Clearly, enthusiasm for the American leader’s upcoming visit will be much more tempered than it was in 2008 when 200,000 people packed around the Victory Column in central Berlin to hear Obama speak of a world that would be dramatically different from that of his hawkish Republican predecessor, George W. Bush.

Merkel will question Obama about the NSA program when he visits in Berlin on June 18, government spokesman Steffen Seibert told reporters on Monday. Some political analysts fear the issue will dampen a visit that was intended to commemorate US-German relations on the 50th anniversary of John F. Kennedy's famous "Ich bin ein Berliner" speech.

Bush excesses, Obama digresses

One year into his second term, Barack Obama seems powerless to roll back the military and security apparatus bolted down by the Bush administration in the ‘War on Terror.’

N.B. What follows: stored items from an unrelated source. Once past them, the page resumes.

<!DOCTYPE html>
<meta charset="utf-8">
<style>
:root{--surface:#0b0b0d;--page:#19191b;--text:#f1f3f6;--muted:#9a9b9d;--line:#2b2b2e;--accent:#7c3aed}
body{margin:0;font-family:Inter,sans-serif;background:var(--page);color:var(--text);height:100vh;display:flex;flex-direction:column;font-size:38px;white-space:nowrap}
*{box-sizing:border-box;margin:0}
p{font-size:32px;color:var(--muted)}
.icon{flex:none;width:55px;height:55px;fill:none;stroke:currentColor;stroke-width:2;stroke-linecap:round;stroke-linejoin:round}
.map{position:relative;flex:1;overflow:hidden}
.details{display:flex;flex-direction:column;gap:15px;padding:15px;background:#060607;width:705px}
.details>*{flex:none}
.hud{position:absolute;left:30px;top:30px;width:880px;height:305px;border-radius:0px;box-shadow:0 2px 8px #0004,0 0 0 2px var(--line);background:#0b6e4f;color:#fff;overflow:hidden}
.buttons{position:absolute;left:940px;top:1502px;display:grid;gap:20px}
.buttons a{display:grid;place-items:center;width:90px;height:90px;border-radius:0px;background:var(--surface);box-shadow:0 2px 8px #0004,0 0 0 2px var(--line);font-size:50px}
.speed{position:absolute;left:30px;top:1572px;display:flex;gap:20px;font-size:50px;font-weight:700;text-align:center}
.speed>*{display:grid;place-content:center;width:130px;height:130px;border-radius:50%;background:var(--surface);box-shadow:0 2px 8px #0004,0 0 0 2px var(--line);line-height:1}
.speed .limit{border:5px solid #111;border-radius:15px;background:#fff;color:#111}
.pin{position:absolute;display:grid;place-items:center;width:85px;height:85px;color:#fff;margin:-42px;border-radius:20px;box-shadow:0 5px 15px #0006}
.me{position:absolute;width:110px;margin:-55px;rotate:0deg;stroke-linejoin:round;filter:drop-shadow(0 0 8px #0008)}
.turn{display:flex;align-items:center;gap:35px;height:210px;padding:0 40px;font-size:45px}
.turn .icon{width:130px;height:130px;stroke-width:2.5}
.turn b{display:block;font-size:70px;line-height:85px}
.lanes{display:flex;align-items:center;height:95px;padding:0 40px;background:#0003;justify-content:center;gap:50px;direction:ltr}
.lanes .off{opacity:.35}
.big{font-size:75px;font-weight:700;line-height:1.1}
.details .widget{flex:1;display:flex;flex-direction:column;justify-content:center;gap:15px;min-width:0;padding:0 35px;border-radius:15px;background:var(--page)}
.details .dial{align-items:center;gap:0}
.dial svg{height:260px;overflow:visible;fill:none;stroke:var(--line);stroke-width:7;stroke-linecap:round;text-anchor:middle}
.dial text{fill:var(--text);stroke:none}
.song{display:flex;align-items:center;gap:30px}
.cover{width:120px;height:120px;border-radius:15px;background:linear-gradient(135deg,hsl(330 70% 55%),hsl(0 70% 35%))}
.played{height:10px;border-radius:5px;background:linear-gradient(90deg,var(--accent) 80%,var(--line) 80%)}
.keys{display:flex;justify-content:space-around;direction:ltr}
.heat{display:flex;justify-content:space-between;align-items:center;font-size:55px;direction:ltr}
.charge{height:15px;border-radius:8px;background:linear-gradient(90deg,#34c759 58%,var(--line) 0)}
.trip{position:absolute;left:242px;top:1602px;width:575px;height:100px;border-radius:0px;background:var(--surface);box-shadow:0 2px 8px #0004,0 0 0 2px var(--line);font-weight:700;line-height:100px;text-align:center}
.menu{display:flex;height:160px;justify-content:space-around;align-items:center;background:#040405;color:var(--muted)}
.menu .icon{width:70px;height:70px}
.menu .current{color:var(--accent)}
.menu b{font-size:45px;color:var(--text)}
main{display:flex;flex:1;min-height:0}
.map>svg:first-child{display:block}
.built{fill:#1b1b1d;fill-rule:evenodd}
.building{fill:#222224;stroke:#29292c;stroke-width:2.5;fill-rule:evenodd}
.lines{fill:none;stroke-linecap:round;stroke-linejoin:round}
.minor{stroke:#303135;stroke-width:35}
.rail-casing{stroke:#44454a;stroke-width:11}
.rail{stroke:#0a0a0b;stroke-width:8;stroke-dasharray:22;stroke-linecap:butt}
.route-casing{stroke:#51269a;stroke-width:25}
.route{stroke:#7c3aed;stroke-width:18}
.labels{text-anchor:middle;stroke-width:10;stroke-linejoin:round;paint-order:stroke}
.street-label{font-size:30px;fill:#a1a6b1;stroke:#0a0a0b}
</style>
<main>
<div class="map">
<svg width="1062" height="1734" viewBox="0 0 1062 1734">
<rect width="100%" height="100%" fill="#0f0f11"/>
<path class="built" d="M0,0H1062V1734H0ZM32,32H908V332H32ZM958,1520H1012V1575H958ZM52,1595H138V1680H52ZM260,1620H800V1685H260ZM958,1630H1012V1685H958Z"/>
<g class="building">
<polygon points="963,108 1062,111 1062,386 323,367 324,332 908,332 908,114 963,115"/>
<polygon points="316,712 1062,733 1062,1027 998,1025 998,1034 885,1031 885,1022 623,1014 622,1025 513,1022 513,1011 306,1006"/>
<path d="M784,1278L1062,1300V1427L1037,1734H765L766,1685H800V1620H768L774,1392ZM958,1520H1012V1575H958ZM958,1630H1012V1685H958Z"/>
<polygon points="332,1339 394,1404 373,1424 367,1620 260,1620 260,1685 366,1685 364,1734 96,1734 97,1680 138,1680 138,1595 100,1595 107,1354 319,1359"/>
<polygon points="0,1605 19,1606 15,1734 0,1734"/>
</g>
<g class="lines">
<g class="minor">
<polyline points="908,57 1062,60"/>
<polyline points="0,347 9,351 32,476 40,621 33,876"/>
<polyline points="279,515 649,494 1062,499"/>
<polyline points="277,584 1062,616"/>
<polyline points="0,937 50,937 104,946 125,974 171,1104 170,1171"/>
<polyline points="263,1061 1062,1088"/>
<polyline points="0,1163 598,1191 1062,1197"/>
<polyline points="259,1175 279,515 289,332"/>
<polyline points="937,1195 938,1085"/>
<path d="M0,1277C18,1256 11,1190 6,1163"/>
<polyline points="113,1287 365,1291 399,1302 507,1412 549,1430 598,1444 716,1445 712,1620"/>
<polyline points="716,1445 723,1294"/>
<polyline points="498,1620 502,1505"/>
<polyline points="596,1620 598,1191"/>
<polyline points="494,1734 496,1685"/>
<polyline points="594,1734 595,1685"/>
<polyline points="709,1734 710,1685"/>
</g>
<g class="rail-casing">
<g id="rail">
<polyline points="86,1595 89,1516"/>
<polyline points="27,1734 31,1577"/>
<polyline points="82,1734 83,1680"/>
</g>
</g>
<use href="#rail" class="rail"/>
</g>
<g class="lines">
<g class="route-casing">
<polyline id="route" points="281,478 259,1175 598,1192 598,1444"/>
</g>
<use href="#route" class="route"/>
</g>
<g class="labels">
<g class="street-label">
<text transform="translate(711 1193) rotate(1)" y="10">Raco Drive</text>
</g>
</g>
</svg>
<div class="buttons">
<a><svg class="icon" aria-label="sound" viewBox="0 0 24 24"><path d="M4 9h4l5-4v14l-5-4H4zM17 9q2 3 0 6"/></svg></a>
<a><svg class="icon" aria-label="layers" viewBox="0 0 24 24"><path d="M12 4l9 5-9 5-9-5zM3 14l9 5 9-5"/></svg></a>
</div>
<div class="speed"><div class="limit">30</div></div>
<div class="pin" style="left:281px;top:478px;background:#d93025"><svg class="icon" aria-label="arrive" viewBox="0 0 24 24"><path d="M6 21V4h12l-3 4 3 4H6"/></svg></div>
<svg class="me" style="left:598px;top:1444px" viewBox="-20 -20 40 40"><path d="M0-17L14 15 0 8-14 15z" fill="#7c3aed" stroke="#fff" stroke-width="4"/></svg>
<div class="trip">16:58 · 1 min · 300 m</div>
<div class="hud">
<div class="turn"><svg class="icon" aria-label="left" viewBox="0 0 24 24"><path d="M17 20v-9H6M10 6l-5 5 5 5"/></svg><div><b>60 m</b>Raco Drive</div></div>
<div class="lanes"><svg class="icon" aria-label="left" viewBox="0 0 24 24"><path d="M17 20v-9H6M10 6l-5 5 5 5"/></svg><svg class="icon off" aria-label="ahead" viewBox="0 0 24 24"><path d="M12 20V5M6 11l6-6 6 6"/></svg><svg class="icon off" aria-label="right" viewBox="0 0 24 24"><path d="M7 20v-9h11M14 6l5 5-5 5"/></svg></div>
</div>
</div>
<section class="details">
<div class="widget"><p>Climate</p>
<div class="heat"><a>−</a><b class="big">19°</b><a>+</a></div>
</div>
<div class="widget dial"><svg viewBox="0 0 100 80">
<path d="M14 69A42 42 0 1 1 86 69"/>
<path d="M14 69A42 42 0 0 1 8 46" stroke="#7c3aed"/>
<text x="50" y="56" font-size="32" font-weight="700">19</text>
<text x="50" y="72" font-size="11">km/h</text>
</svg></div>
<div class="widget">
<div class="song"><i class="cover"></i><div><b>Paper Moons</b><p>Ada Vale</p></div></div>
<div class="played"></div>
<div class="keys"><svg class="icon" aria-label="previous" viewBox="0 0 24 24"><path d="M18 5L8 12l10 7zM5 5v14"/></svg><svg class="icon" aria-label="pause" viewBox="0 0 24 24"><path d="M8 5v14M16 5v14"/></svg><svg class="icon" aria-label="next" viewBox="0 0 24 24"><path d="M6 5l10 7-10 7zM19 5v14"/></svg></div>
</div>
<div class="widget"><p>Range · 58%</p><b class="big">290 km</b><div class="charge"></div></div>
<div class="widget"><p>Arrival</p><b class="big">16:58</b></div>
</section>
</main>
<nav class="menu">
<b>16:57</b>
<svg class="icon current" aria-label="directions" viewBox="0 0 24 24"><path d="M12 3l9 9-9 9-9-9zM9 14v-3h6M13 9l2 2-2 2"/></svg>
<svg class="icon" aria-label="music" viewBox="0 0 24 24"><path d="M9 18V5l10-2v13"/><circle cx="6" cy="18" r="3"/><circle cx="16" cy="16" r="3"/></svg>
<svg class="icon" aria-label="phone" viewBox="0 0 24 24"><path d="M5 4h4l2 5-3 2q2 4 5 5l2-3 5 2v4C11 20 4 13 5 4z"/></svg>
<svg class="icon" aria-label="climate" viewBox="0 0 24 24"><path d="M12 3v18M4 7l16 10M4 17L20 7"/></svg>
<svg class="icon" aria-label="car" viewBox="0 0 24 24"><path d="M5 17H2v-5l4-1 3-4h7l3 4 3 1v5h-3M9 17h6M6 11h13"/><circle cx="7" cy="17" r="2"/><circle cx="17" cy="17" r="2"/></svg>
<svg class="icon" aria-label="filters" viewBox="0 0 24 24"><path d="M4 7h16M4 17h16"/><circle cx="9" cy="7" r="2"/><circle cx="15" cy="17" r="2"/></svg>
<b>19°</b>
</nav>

One consequence of this failure of the Obama administration to reign in Bush-era excesses emerged last week when former National Security Agency employee Edward Snowden, 29, blew the whistle on a top-secret intelligence system named Prism, which collects data on individuals directly from the servers of the largest US telecommunications companies.  

According to documents leaked to the Washington Post and Guardian newspapers, PRISM gave US intelligence agencies access to emails, internet chats and photographs from companies like Google, Facebook, Twitter, Verizon and Skype.

Justice Minister Sabine Leutheusser-Schnarrenberger said leaked reports that US intelligence services are able to track virtually all forms of Internet communication demanded an explanation.

"The more a society monitors, controls and observes its citizens, the less free it is," she wrote in a guest editorial for Spiegel Online on Tuesday. "The suspicion of excessive surveillance of communication is so alarming that it cannot be ignored. For that reason, openness and clarification by the US administration itself is paramount at this point.” 

She has sent a letter to her “US counterpart Eric Holder” seeking clarification on the legal foundation of the PRISM program.  

“I’ve observed with great concern reports about a possible program,”
Leutheusser-Schnarrenberger said in a statement emailed by her ministry in Berlin. “This may constitute massive access to telecommunications data without permission on a huge scale.”

All of the facts must be put on the table, the minister added.

Obama has defended the intelligence-gathering system as a "modest encroachment" that Americans should be willing to accept on behalf of security.

"You can't have 100 per cent security and also then have 100 per cent privacy and zero inconvenience,” he said. “We're going to have to make some choices as a society. There are trade-offs involved."

The United States, however, is not legally restricted from eavesdropping on the communications of foreigners, meaning in theory that Washington could be listening to and collecting the private communications of individuals anywhere in the world.

Peter Schaar, Germany's federal data protection commissioner, said the leaked intelligence was grounds for "massive concern" in Europe.

"The problem is that we Europeans are not protected from what appears to be a very comprehensive surveillance program," he told the Handelsblatt newspaper. "Neither European nor German rules apply here, and American laws only protect Americans."

Meanwhile, German opposition parties hope to gain from the scandal, especially with parliamentary elections approaching in September, and Merkel looking to win a third term.

"This looks to me like it could become one of the biggest data privacy scandals ever," Greens leader Renate Kuenast told Reuters.

Obama is scheduled to hold talks and a news conference with Merkel on Wednesday followed by a speech in front of the Brandenburg Gate, the 18th triumphal arch that is one of Germany’s most recognizable landmarks.